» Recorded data
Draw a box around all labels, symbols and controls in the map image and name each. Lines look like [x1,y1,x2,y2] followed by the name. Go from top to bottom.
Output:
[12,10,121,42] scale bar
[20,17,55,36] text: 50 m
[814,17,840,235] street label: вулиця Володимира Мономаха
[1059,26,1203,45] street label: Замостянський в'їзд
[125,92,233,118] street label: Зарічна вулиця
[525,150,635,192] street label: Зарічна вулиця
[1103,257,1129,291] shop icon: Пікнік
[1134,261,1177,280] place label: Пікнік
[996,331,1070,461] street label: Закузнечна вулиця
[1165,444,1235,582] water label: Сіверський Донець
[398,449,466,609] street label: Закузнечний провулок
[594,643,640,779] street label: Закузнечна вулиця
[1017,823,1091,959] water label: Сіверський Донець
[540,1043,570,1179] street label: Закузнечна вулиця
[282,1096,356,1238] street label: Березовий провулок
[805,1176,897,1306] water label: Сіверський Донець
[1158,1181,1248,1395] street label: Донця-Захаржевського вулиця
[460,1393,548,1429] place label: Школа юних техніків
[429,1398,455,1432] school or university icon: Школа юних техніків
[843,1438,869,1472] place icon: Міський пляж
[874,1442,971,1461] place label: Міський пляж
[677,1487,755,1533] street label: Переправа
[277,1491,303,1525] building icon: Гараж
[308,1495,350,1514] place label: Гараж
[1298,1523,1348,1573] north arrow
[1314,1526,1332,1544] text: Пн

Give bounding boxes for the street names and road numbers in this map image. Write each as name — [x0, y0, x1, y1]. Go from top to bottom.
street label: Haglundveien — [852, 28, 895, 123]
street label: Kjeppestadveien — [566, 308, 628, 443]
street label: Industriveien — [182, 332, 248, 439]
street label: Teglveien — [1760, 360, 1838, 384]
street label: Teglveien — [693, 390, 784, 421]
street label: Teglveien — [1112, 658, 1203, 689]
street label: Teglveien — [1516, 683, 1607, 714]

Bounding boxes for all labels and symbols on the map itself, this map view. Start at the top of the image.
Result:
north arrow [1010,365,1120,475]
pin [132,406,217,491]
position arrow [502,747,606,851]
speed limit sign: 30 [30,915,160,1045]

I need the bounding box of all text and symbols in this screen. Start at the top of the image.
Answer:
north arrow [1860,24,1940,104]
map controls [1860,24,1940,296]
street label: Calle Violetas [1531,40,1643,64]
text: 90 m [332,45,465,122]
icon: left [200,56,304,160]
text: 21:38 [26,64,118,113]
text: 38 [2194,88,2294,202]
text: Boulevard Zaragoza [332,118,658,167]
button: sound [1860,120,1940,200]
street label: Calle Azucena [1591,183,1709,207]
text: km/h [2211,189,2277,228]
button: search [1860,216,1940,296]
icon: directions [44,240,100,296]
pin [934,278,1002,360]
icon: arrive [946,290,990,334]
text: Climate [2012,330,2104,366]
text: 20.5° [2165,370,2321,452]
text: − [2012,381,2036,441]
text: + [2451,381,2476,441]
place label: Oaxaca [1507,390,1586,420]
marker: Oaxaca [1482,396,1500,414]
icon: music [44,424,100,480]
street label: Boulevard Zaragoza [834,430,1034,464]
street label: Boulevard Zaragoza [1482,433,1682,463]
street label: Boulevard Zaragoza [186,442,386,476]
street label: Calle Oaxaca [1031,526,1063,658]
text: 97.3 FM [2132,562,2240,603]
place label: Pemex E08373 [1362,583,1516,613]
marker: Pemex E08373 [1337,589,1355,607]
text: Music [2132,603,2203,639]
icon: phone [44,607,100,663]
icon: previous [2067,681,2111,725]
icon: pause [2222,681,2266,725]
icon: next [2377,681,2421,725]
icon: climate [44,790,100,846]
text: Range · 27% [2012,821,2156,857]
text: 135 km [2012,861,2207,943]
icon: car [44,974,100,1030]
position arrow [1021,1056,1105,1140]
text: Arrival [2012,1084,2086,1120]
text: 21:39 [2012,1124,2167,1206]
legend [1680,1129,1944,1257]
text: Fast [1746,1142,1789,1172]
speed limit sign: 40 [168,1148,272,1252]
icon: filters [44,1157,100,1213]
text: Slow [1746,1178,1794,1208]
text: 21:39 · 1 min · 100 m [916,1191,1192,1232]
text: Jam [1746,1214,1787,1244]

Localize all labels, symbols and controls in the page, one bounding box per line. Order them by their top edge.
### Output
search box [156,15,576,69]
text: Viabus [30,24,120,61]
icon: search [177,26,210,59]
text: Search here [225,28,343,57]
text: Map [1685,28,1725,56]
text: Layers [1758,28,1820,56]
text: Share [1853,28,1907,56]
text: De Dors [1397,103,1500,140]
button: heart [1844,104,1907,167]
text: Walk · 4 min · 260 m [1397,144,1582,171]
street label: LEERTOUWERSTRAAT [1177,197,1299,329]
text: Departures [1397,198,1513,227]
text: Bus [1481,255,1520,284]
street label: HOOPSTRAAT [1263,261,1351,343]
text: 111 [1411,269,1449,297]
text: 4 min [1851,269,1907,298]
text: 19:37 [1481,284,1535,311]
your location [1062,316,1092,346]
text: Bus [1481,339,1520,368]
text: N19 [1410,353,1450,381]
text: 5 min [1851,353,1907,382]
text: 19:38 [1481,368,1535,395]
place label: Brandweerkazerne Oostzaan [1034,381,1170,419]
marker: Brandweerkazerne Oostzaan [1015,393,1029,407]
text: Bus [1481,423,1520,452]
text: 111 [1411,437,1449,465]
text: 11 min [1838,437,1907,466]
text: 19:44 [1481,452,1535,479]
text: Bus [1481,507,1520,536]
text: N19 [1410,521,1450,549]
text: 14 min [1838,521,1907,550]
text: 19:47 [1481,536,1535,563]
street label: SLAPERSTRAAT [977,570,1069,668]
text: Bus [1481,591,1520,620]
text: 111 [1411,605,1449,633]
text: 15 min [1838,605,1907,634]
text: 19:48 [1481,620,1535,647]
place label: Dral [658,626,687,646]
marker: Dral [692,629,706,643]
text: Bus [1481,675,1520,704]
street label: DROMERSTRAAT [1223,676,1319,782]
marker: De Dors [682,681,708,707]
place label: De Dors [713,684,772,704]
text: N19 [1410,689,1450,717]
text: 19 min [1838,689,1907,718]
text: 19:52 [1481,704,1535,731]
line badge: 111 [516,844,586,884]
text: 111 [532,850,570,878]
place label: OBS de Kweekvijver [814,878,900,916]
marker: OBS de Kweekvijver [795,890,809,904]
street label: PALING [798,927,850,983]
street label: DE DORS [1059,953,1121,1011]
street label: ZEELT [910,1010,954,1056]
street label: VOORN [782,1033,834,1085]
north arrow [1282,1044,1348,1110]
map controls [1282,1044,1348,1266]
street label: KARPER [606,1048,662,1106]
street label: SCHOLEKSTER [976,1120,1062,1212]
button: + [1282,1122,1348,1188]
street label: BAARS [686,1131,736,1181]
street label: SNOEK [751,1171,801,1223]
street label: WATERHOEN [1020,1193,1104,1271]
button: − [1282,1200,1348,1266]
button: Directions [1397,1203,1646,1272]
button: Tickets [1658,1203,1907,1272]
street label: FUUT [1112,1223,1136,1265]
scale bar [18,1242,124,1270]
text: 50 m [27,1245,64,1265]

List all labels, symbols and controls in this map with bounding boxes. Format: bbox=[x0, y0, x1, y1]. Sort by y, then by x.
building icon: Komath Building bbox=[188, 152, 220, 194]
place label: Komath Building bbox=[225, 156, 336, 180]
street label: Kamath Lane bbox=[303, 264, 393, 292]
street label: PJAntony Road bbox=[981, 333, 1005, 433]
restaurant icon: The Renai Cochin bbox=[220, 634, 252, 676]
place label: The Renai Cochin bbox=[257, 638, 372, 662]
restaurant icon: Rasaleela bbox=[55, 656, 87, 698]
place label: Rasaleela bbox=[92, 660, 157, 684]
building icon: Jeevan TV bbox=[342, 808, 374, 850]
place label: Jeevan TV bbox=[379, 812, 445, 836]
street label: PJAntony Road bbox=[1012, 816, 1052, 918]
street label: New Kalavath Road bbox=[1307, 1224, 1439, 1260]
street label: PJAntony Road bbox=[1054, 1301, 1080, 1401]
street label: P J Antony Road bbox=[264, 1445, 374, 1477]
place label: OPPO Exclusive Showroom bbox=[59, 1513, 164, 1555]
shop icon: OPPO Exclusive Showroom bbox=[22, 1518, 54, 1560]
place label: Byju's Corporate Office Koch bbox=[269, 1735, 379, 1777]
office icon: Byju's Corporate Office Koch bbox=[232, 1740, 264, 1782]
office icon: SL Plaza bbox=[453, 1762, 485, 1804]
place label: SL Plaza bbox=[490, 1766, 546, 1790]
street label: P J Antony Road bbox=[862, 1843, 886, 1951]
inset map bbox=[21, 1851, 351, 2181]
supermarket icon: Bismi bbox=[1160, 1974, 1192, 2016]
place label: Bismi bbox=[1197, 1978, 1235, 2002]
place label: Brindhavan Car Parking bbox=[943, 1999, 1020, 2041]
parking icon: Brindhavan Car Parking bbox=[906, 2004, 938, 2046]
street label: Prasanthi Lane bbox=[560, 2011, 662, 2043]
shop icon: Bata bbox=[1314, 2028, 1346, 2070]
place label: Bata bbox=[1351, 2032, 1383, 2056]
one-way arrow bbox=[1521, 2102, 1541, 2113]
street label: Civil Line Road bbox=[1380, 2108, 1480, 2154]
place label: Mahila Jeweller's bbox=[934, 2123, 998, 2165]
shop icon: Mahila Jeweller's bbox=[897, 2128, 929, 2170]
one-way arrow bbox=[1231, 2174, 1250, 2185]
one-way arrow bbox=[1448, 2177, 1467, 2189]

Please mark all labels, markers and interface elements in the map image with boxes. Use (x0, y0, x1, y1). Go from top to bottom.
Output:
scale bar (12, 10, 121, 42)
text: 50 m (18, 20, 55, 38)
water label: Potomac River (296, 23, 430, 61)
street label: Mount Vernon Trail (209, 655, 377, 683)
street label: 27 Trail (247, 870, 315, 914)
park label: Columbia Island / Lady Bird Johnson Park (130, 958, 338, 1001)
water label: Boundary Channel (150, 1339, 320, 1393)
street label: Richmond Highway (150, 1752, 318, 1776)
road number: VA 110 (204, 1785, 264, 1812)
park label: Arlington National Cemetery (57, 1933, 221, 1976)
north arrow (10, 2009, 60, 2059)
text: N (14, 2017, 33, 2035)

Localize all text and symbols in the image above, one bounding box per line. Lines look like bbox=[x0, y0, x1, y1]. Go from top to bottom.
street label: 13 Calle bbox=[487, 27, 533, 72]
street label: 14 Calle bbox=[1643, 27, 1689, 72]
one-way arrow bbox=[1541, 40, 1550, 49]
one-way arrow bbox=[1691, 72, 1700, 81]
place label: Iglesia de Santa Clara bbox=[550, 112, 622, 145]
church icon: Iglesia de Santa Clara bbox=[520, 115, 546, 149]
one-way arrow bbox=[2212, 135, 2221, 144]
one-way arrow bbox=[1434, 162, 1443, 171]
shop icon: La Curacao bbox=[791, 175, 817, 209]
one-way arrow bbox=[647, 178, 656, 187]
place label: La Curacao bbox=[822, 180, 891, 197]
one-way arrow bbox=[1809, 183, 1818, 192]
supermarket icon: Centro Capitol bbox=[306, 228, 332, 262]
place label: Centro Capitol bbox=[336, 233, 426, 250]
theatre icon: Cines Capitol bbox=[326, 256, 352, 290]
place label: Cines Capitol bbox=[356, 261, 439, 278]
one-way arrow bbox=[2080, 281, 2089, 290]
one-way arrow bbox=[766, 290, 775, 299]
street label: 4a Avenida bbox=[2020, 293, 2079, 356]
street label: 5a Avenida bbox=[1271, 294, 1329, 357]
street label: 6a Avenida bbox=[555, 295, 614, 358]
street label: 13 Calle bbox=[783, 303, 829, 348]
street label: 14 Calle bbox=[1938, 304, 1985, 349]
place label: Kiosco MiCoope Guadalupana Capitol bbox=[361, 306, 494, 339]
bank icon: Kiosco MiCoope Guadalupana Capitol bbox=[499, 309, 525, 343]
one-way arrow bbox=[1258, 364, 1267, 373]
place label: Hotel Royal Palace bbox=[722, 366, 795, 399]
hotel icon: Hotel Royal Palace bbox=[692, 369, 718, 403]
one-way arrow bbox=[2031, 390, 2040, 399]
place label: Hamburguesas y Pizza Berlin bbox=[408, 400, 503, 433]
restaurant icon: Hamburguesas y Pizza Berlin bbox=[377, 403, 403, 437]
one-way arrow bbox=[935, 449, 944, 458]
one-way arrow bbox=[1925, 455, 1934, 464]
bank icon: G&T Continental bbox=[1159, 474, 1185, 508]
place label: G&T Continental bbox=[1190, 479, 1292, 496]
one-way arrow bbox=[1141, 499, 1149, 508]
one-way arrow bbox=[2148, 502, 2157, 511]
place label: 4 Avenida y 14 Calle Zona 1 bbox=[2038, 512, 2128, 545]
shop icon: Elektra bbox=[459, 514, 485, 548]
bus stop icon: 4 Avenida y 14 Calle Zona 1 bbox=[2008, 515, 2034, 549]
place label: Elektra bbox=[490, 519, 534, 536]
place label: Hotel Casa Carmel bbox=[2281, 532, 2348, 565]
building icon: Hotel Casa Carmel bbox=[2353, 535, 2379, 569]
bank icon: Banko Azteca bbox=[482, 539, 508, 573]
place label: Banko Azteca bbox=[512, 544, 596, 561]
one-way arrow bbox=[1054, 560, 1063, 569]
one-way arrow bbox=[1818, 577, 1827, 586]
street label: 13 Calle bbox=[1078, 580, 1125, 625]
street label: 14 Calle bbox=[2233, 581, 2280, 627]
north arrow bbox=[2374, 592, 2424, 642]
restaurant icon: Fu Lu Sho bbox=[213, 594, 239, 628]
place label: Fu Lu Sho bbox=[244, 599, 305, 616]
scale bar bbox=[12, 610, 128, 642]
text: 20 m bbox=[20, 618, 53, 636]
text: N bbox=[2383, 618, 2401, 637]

» Action item
Looking at the entries above, determine how many lines contain the word "Royal" and state only that number.

» Exercise output
2